* _ASSIGNMENT_:
Going line by line through the entries below, count those that contain "const". Give the number by itself.

* _PROVIDED DATA_:
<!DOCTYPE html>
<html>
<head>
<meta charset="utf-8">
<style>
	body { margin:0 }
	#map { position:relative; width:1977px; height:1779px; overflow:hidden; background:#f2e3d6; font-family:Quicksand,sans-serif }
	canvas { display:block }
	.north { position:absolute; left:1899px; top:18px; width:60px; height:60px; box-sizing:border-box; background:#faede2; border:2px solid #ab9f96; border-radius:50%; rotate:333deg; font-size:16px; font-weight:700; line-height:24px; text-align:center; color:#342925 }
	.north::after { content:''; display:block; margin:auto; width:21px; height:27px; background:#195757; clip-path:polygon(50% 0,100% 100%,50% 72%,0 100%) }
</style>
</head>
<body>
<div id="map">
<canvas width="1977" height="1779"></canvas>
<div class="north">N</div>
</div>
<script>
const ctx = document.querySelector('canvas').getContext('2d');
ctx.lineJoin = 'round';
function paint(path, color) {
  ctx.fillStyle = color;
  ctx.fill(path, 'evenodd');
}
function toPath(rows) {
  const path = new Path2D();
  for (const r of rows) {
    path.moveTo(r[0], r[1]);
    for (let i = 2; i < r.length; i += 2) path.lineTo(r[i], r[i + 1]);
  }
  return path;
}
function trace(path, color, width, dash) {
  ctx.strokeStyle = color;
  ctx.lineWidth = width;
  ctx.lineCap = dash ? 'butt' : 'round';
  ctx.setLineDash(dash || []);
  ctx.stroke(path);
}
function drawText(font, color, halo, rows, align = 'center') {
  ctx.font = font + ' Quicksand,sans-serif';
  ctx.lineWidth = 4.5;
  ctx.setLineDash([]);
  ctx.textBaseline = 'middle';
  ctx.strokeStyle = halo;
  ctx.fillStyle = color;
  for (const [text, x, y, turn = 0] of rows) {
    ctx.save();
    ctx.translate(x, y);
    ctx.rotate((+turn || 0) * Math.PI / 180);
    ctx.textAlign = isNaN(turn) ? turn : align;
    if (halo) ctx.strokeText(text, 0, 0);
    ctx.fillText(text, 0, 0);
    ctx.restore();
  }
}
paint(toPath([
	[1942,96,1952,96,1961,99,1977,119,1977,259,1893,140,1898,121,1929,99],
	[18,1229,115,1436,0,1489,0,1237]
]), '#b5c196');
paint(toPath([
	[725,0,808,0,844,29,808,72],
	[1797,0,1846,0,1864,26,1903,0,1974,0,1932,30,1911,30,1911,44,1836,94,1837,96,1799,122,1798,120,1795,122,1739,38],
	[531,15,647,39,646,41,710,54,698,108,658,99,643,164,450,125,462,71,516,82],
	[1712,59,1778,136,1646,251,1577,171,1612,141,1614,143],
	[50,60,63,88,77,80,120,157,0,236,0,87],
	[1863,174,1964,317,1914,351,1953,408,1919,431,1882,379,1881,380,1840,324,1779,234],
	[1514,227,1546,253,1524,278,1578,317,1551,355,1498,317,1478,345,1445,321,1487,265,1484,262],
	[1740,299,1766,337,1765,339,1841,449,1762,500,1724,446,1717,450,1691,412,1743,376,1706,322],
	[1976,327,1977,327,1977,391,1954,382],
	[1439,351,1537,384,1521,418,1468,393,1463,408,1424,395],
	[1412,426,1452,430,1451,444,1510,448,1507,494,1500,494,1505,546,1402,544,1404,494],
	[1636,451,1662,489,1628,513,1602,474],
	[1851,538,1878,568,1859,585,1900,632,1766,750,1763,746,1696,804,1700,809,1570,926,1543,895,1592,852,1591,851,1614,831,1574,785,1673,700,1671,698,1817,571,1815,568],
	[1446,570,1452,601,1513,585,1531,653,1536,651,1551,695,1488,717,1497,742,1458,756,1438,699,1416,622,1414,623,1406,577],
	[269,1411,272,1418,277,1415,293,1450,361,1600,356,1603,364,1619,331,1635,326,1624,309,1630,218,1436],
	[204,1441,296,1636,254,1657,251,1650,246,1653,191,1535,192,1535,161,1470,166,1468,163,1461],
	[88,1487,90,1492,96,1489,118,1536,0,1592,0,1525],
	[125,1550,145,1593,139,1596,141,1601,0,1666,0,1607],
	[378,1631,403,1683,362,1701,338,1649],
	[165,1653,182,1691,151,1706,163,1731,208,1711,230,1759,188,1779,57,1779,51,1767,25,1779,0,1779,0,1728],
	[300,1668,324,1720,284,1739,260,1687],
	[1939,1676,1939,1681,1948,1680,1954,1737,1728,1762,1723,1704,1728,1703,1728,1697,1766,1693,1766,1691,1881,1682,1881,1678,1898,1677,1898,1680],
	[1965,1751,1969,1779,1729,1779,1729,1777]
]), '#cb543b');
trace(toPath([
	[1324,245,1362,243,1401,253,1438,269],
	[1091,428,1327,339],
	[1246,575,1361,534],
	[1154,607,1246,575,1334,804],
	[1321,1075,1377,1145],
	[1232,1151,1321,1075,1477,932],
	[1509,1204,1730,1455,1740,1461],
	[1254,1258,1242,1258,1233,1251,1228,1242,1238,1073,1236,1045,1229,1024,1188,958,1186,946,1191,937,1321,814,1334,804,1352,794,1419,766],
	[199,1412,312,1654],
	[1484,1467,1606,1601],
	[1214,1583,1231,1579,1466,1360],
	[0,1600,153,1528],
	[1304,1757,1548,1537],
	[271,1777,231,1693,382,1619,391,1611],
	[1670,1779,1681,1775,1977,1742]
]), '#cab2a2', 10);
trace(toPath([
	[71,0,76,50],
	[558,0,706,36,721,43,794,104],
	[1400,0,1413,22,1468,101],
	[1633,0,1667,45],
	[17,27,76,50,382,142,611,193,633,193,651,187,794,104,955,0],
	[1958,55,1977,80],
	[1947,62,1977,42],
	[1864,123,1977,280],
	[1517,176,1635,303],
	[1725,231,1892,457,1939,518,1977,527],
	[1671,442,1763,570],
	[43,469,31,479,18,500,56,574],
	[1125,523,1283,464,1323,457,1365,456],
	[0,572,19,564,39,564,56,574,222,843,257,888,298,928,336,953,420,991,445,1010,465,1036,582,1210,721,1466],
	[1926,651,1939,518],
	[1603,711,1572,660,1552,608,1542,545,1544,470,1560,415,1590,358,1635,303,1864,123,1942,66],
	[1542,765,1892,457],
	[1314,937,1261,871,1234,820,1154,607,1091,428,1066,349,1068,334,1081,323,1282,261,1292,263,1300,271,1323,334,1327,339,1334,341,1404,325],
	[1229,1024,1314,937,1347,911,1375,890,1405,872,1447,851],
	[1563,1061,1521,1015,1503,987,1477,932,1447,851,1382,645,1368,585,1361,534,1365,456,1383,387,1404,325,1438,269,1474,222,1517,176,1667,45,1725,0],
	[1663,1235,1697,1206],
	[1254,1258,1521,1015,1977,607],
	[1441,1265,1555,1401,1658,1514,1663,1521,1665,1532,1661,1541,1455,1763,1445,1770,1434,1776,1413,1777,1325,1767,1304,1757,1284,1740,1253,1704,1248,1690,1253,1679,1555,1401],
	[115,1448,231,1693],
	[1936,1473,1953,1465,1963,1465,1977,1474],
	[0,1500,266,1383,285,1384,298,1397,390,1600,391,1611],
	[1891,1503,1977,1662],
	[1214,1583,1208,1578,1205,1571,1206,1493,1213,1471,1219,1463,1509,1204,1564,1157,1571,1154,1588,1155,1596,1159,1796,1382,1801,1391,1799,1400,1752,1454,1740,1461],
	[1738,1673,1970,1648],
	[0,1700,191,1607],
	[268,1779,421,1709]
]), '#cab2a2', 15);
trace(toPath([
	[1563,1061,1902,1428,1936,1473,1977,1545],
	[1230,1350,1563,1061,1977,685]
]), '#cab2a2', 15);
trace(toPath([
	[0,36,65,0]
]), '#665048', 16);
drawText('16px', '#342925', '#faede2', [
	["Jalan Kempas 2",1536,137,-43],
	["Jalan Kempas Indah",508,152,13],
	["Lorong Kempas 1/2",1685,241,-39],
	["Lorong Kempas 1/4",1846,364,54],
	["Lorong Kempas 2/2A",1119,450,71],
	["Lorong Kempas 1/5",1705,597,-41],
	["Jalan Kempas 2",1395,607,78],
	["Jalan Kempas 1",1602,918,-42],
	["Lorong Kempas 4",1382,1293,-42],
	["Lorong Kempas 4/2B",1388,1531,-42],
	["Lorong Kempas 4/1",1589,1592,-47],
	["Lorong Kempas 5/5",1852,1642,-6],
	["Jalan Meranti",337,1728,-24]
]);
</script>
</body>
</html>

* _REPLY_:
4